In an exemplary example of the computing method, the cluster computing system further comprises a distribution file system, which is shared by the master device and the slave device. The step S37 comprises the following step: creating the resource feature model in the distribution file system by the processor of the slave device according to the job information and the metric file. In this example, the computing method may optionally further comprise the following step: acquiring the job information from the distribution file system by the processor of the slave device.
In an exemplary example of the computing method, the computing method further comprises the following step: collecting a job status at which the container computes the job, and storing status information corresponding to the job status into the metric file by the processor of the slave device.

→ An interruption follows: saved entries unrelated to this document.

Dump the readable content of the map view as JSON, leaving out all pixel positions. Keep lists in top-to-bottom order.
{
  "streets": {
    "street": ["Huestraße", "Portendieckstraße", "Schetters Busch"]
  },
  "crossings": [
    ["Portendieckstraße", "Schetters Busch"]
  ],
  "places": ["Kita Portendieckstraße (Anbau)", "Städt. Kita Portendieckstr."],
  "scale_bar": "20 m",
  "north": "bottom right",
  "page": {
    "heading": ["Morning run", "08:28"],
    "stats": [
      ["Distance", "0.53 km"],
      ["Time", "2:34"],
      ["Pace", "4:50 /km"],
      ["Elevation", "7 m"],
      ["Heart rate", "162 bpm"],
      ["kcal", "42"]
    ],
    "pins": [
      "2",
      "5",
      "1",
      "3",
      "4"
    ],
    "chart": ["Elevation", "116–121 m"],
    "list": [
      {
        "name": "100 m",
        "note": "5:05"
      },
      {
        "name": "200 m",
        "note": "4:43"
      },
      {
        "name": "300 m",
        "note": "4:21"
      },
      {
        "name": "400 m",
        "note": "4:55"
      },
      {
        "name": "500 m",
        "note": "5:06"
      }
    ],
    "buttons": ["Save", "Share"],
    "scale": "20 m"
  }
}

In an exemplary example of the computing method, the resource feature model comprises a CPU feature model and a memory feature model, the container configuration parameter comprises a container number and a container specification, and the container specification comprises a CPU specification and a memory specification.
In an exemplary example of the computing method, the step S37 comprises the following step: using a support vector regression module generator by the processor to create a resource feature model according to the job information and the metric file.

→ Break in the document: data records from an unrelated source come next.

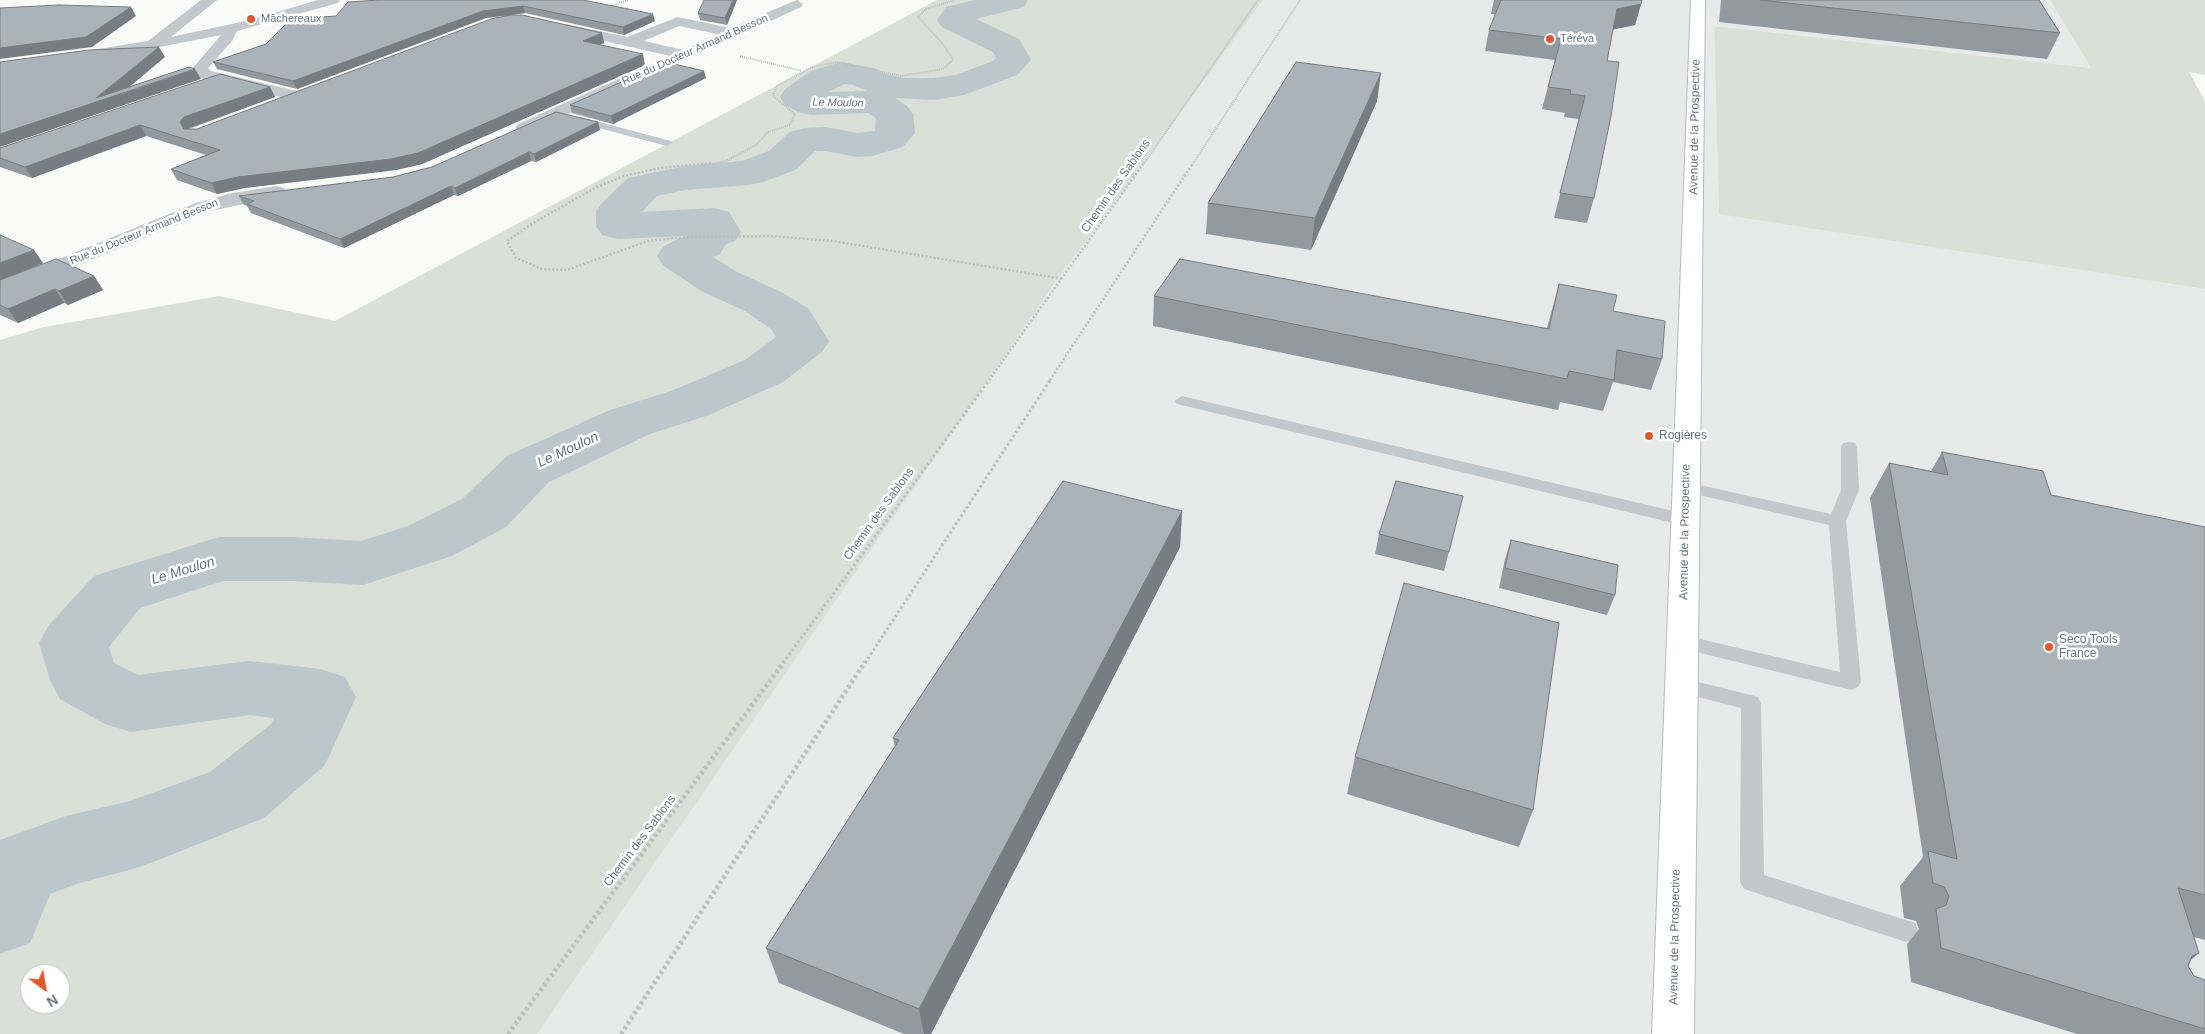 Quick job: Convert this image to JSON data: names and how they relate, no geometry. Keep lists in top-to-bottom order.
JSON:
{
  "streets": {
    "main road": ["Avenue de la Prospective"],
    "street": ["Rue du Docteur Armand Besson"],
    "path": ["Chemin des Sablons"]
  },
  "water": ["Le Moulon"],
  "places": [
    "Mâchereaux",
    "Téréva",
    "Rogières",
    "Seco Tools France"
  ],
  "north": "bottom right"
}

The computing method of the second embodiment essentially comprises all the steps corresponding to the operations of the master device 11 and the slave device 13 of the previous embodiment. Those of ordinary skill in the art of the present invention can directly understand the computing methods that are not described in the second embodiment according to the related disclosure of the previous embodiment.
In addition to what has been described above, the computing method of the second embodiment further comprises the steps corresponding to other operations of the master device 11 and the slave device 13 of the previous embodiment. The method in which the computing methods of the second embodiment execute these corresponding steps that are not disclosed in the second embodiment can be readily appreciated by those of ordinary skill in the art of the present invention based on the related disclosure of the first embodiment, and thus will not be further described herein.

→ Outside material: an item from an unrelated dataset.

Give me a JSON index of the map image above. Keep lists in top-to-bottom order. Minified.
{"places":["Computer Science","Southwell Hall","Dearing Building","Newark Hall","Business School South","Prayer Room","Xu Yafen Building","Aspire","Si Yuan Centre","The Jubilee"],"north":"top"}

According to the above descriptions, the present invention provides a master device, a slave device and computing methods thereof for a cluster computing system. According to the present invention, a master device receives device information transmitted by each of the slave devices, selects a resource feature model for each of the slave devices according to the device information and a job, estimates a container configuration parameter of the corresponding slave device according to each of the resource feature models, transmits each of the container configuration parameters to the corresponding slave device, and assigns the job to the slave devices. According to the present invention, a slave device transmits device information thereof to a master device, receives from the master device a job and a container configuration parameter that are assigned by the master device, generates at least one container to compute the job according to the container configuration parameter, and creates a resource feature model according to job information corresponding to the job and a metric file.
Accordingly, the specification of the containers generated by the slave device of the present invention can be adjusted dynamically, so there would be no resource in waste due to different properties of different jobs. Furthermore, because the container specification is not fixed for each of the containers of the present invention, the number of containers of the slave device of the present invention can also be adjusted dynamically, so there would be no resource idling. Additionally, because the container specification and the number of the containers generated by the slave device of the present invention can be adjusted dynamically, improper allocation of resources will not occur even when a plurality of slave devices have different device performances.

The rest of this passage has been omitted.